Exactly the lines from the beginning of the listing below through the line that contains "filter:drop-shadow(0 0 2px" should be transcribed, and pictures must stay out.
=== Begin Enclosure ===
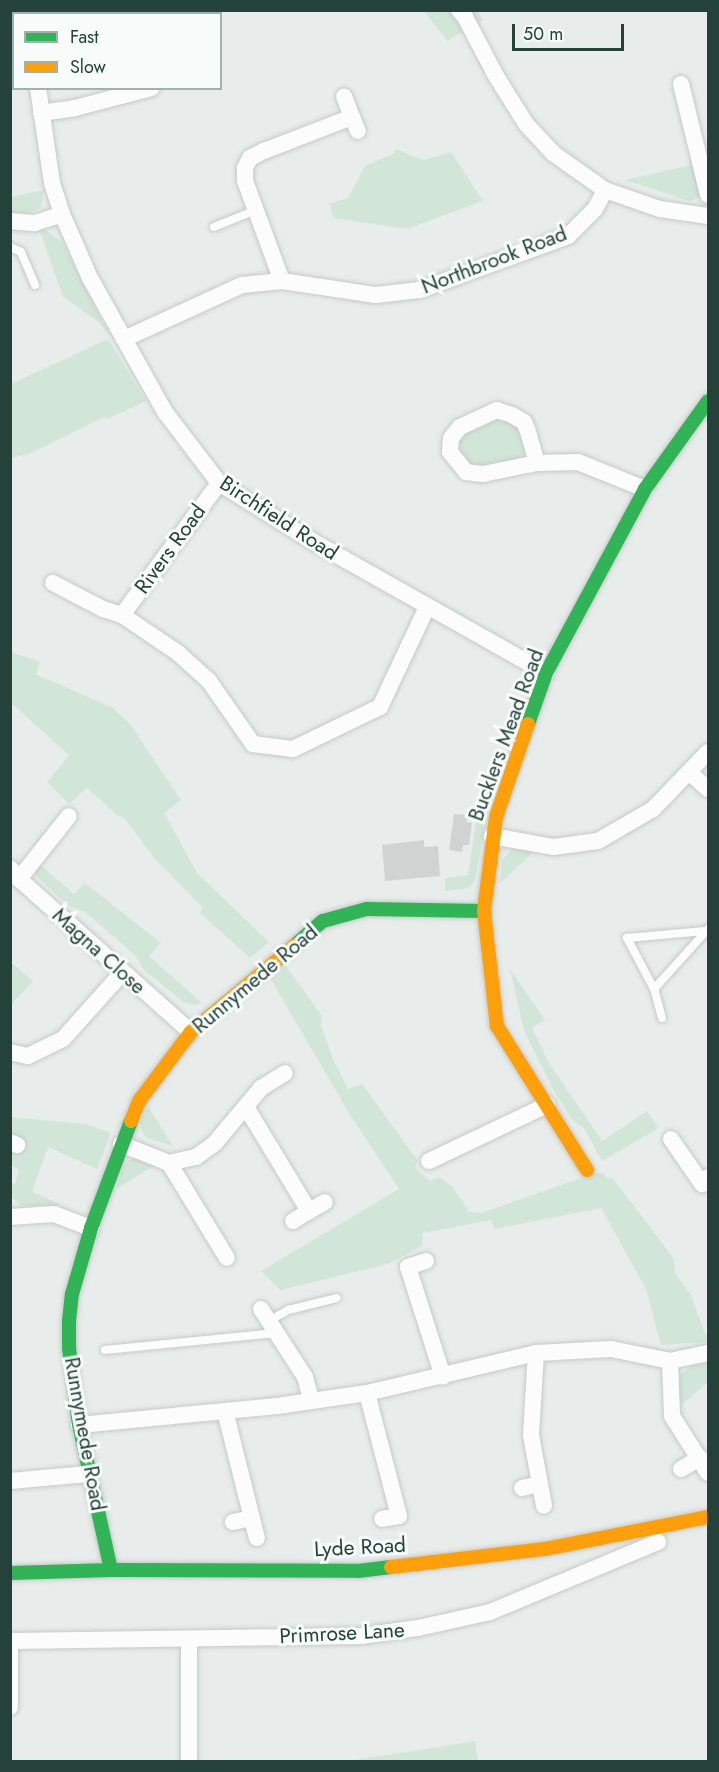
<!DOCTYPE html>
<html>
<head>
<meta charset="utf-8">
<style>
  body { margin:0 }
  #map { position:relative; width:719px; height:1772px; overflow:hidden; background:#e8edeb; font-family:Jost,sans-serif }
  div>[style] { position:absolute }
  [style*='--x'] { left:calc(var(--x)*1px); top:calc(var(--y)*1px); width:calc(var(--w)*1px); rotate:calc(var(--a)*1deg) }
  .green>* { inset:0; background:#d1e6d8 }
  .building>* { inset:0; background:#cfd4d2 }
  .roads { filter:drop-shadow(0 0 2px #c5cac8) drop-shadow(0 0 2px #c5cac8) }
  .lane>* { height:8px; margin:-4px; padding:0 4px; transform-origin:4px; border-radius:4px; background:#fcfcfc }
  .street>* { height:16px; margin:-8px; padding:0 8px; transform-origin:8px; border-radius:8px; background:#fcfcfc }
  .fast>* { height:14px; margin:-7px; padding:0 7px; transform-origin:7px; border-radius:7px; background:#30b455 }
  .slow>* { height:14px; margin:-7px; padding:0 7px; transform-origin:7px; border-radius:7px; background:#ff9f0a }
  span { translate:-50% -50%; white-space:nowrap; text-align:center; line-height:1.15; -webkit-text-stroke:6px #f7fbf9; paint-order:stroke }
  .street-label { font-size:21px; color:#24423a }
  .frame { position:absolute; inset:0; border:12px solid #24423a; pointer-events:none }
  .legend { position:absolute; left:12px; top:12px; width:210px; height:78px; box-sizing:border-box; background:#f7fbf9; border:2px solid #a3b1ad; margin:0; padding:8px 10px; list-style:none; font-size:18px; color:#24423a }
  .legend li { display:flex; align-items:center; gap:12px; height:30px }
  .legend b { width:30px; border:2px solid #a3b1ad }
  .scale { position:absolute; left:512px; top:24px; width:112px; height:27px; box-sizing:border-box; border:3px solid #24423a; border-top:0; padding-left:8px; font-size:18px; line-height:21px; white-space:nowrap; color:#24423a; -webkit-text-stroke:4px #f7fbf9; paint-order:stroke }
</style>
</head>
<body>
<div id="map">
  <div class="green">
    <i style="clip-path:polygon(424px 11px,478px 11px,483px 20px,447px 41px)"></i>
    <i style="clip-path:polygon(396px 149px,424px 160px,451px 152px,483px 201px,407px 229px,334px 218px,329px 204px,348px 198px,365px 166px,393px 154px)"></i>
    <i style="clip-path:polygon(697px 164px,705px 190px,700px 198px,689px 201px,625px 180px)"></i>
    <i style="clip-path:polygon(44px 190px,41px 207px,29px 214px,11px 213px,11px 197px)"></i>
    <i style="clip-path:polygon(40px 231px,47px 231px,62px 242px,110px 337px,100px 323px,63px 297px)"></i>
    <i style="clip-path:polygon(108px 339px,146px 401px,107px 419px,104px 417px,29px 454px,11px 458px,11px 384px)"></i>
    <i style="clip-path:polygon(498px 417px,512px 419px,526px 442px,524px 452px,518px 460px,470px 468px,460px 459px,457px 442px,461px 435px)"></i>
    <i style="clip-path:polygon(11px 652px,40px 662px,36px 674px,113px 708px,130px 724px,181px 800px,164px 813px,197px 873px,269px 942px,250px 958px,200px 913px,203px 908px,155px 859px,124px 818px,117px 815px,87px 788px,69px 804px,47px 782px,69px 755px,11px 703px)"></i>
    <i style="clip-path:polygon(476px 821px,485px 823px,475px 880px,470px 888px,445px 891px,445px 878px,468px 875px)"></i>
    <i style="clip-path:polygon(521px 846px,537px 849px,500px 883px,502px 860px,512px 849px)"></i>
    <i style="clip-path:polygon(40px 865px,74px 894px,85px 883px,161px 943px,149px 956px,202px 1003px,193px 1005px,183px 1002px,144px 970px,137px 957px,120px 942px,85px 912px,69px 906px,34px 874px)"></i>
    <i style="clip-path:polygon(11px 962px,33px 981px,11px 1005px)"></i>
    <i style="clip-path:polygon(286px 966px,322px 1016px,321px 1025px,334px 1062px,348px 1089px,362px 1084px,418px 1161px,415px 1168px,430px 1181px,439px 1177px,452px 1186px,468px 1210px,464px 1211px,481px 1213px,587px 1176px,588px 1173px,603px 1173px,607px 1178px,613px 1178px,674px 1259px,675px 1273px,691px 1295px,708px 1342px,661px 1345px,646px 1289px,601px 1208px,495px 1229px,491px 1220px,423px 1233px,422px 1246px,388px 1264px,280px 1290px,261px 1271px,399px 1189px,349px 1113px,270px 978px)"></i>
    <i style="clip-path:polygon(510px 969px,545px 1020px,532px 1028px,549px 1063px,602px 1141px,647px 1111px,659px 1128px,602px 1161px,584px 1128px,574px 1122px,554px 1091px,524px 1031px)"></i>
    <i style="clip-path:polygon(148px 1106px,173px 1146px,146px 1138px,141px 1129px,141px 1119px)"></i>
    <i style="clip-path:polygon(10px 1117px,86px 1124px,111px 1133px,97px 1169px,48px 1147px,32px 1192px,60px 1204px,57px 1206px,20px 1205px,11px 1196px,11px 1183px,15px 1184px,19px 1169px,11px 1166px,11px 1154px,21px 1152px,25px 1141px,11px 1133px)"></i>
    <i style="clip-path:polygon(143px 1157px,155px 1165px,116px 1189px,123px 1166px,131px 1159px)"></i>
    <i style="clip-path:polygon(708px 1363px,708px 1382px,681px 1405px,678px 1391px,680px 1375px,690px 1367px)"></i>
    <i style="clip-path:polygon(475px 1741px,478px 1761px,349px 1761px)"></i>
  </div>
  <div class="building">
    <i style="clip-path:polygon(454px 814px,468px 815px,466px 822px,472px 823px,469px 845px,463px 845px,462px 852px,449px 850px)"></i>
    <i style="clip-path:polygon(424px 840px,424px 847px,438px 846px,440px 876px,385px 881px,382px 845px)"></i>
  </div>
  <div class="roads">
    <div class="lane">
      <i style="--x:214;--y:227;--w:45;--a:-22"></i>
      <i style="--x:10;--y:247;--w:12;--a:24"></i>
      <i style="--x:21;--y:252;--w:36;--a:67"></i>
      <i style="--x:654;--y:989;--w:58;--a:-117.9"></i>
      <i style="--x:627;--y:938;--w:78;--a:-5.1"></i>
      <i style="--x:662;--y:1018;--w:30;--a:-105"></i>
      <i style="--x:654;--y:989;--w:81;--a:-48"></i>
      <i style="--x:269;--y:1321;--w:22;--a:-30"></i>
      <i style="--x:288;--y:1310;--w:50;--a:-13.8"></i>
      <i style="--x:105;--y:1350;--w:172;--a:-5.7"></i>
    </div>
    <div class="street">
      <i style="--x:114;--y:10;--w:4;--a:76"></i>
      <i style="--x:459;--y:10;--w:9;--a:49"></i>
      <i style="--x:465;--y:17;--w:67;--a:62.3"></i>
      <i style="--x:496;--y:76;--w:57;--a:58"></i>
      <i style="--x:526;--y:124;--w:41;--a:47"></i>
      <i style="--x:554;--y:154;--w:62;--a:35.2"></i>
      <i style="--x:605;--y:190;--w:58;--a:19.1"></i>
      <i style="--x:660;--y:209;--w:49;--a:8.3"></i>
      <i style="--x:142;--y:14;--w:12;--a:-20"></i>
      <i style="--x:10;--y:41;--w:4;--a:0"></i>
      <i style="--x:681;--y:84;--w:114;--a:76.3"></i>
      <i style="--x:38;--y:88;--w:96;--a:81.6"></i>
      <i style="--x:52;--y:183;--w:33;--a:72"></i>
      <i style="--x:62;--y:214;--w:70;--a:66.4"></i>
      <i style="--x:90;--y:278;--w:154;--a:60.8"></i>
      <i style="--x:165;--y:412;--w:89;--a:52.7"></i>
      <i style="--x:219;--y:483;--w:110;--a:31.9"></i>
      <i style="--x:312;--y:541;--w:269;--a:29.4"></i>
      <i style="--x:41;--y:113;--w:34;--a:-8"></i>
      <i style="--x:75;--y:108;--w:79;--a:-14.7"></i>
      <i style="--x:352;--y:117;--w:15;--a:67"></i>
      <i style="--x:10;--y:221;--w:25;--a:5"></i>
      <i style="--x:35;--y:223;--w:28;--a:-18"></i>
      <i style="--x:282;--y:281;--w:107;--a:-110.3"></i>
      <i style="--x:245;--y:181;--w:13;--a:-90"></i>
      <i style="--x:245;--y:168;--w:11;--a:-63"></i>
      <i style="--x:250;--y:158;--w:16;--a:-27"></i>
      <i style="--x:264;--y:151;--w:94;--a:-21.1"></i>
      <i style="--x:352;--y:117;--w:22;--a:-111"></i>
      <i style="--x:124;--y:339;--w:130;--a:-24.6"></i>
      <i style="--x:242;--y:285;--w:40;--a:-5.7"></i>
      <i style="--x:282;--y:281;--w:95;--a:8.5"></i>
      <i style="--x:376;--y:295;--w:44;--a:-6.5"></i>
      <i style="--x:420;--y:290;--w:158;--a:-20"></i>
      <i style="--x:568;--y:236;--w:38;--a:-45"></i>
      <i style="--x:595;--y:209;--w:21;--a:-62"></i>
      <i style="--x:537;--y:463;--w:35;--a:-106"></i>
      <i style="--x:527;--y:429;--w:8;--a:-113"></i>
      <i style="--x:524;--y:422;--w:14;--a:-150"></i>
      <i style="--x:512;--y:415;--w:16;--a:-162"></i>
      <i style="--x:497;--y:410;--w:41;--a:155.3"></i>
      <i style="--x:460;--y:427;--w:14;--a:129"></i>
      <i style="--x:451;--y:438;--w:14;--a:94"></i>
      <i style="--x:450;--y:452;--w:26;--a:51"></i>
      <i style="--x:466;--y:472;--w:17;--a:7"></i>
      <i style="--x:483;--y:474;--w:55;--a:-11.5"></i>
      <i style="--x:537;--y:463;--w:41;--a:-1.4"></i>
      <i style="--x:578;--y:462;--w:72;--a:21.9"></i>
      <i style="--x:219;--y:483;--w:164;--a:126.3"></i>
      <i style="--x:122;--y:615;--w:68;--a:34.2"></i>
      <i style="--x:178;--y:653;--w:42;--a:42.1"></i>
      <i style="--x:209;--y:681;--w:77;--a:55.1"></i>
      <i style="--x:253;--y:744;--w:40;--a:7.1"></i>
      <i style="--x:293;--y:749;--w:97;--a:-25.8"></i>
      <i style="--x:380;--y:707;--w:110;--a:-64.8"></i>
      <i style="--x:53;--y:583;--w:56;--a:27.5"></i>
      <i style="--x:103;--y:609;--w:20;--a:18"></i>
      <i style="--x:690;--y:773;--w:24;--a:42"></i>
      <i style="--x:492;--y:836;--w:63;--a:10.1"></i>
      <i style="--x:554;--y:847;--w:44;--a:-7.8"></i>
      <i style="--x:598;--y:841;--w:64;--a:-30.2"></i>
      <i style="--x:653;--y:809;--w:79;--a:-46"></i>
      <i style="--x:10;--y:868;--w:14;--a:51"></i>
      <i style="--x:19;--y:879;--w:230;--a:41.7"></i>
      <i style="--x:19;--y:879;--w:80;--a:-51.6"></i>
      <i style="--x:10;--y:1052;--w:18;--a:13"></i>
      <i style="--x:28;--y:1056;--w:39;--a:-26"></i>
      <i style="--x:63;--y:1039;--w:89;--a:-48.2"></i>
      <i style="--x:246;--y:1107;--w:122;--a:58.8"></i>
      <i style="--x:309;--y:1211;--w:18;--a:-29"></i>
      <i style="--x:671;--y:1139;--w:55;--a:55.4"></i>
      <i style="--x:702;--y:1184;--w:9;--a:-49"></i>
      <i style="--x:10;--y:1142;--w:8;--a:23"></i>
      <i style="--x:121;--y:1144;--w:52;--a:21.6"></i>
      <i style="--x:169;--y:1163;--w:28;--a:-13"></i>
      <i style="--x:196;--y:1157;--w:24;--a:-36"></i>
      <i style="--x:215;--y:1143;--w:72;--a:-50.1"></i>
      <i style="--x:261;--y:1088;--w:28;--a:-32"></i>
      <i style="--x:429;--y:1161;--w:131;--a:-25.4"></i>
      <i style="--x:169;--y:1163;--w:111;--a:58.6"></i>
      <i style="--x:10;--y:1217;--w:44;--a:-3.9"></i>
      <i style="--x:54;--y:1214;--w:40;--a:21"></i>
      <i style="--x:293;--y:1221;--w:19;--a:-32"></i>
      <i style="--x:426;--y:1261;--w:19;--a:162"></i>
      <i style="--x:408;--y:1267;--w:115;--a:72.3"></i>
      <i style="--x:261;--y:1309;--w:81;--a:57.1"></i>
      <i style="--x:305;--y:1377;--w:24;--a:75"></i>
      <i style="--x:536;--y:1353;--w:82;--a:93.5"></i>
      <i style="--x:531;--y:1435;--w:72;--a:79.6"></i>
      <i style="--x:670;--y:1361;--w:55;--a:87.9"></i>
      <i style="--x:672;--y:1416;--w:67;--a:57.7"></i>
      <i style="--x:367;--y:1393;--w:127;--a:75.4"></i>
      <i style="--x:399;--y:1516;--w:17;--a:170"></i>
      <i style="--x:225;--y:1411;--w:131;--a:75.9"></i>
      <i style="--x:79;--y:1425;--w:199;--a:-5.5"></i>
      <i style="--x:277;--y:1406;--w:91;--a:-8.2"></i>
      <i style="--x:367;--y:1393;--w:174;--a:-13.3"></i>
      <i style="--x:536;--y:1353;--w:75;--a:-3.1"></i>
      <i style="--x:611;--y:1349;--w:60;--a:11.5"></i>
      <i style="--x:670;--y:1361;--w:39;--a:-12"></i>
      <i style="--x:681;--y:1469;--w:22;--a:-30"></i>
      <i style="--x:10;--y:1481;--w:78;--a:-5.1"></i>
      <i style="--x:522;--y:1488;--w:18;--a:-13"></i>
      <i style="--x:233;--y:1522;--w:19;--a:-12"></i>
      <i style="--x:10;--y:1641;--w:351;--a:-0.8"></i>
      <i style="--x:361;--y:1636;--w:58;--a:-8"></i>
      <i style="--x:418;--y:1628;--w:74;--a:-12.5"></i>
      <i style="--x:490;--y:1612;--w:182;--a:-22.6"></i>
      <i style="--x:10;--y:1650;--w:57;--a:90"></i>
      <i style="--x:189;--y:1762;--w:123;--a:-90"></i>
    </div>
    <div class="fast">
      <i style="--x:528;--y:724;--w:54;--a:-70.6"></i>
      <i style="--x:546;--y:673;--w:209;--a:-61.7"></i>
      <i style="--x:645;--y:489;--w:108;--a:-54.4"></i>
      <i style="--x:295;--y:945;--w:37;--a:-41"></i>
      <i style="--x:323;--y:921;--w:46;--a:-15.3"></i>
      <i style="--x:367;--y:909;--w:117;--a:1"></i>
      <i style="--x:111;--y:1570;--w:148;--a:-102.4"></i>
      <i style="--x:79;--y:1425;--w:78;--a:-97.4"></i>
      <i style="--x:69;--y:1348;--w:27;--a:-90"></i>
      <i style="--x:69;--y:1321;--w:27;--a:-84"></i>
      <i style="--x:72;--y:1294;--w:69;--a:-73.9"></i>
      <i style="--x:91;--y:1228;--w:114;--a:-69.5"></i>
      <i style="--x:10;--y:1573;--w:101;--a:-1.7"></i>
      <i style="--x:111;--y:1570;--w:247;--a:0.2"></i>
      <i style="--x:358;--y:1571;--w:33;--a:-7"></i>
    </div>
    <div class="slow">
      <i style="--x:528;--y:724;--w:98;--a:109"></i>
      <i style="--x:496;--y:817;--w:95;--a:97.3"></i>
      <i style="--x:484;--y:911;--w:116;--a:83.6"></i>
      <i style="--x:497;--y:1026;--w:170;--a:58"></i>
      <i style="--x:131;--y:1121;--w:22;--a:-68"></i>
      <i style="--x:139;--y:1101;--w:86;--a:-53"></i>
      <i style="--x:191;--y:1032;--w:136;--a:-39.9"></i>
      <i style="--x:391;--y:1567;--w:155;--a:-6.7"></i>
      <i style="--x:545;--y:1549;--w:166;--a:-11.1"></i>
    </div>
  </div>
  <div class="street-label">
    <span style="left:494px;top:260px;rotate:-21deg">Northbrook Road</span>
    <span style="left:279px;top:518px;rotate:33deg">Birchfield Road</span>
    <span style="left:170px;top:549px;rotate:-54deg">Rivers Road</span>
    <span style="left:506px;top:735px;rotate:-70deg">Bucklers Mead Road</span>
    <span style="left:99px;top:951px;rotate:42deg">Magna Close</span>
    <span style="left:255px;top:979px;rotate:-40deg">Runnymede Road</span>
    <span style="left:85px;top:1434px;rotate:80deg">Runnymede Road</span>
    <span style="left:360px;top:1547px;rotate:-3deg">Lyde Road</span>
    <span style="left:342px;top:1633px;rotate:-3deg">Primrose Lane</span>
  </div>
  <div class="frame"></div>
  <ul class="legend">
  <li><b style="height:8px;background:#30b455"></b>Fast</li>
  <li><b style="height:8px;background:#ff9f0a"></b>Slow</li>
  </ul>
  <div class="scale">50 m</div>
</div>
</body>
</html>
=== End Enclosure ===
## WRITTEN SOLUTION
<!DOCTYPE html>
<html>
<head>
<meta charset="utf-8">
<style>
  body { margin:0 }
  #map { position:relative; width:719px; height:1772px; overflow:hidden; background:#e8edeb; font-family:Jost,sans-serif }
  div>[style] { position:absolute }
  [style*='--x'] { left:calc(var(--x)*1px); top:calc(var(--y)*1px); width:calc(var(--w)*1px); rotate:calc(var(--a)*1deg) }
  .green>* { inset:0; background:#d1e6d8 }
  .building>* { inset:0; background:#cfd4d2 }
  .roads { filter:drop-shadow(0 0 2px #c5cac8) drop-shadow(0 0 2px #c5cac8) }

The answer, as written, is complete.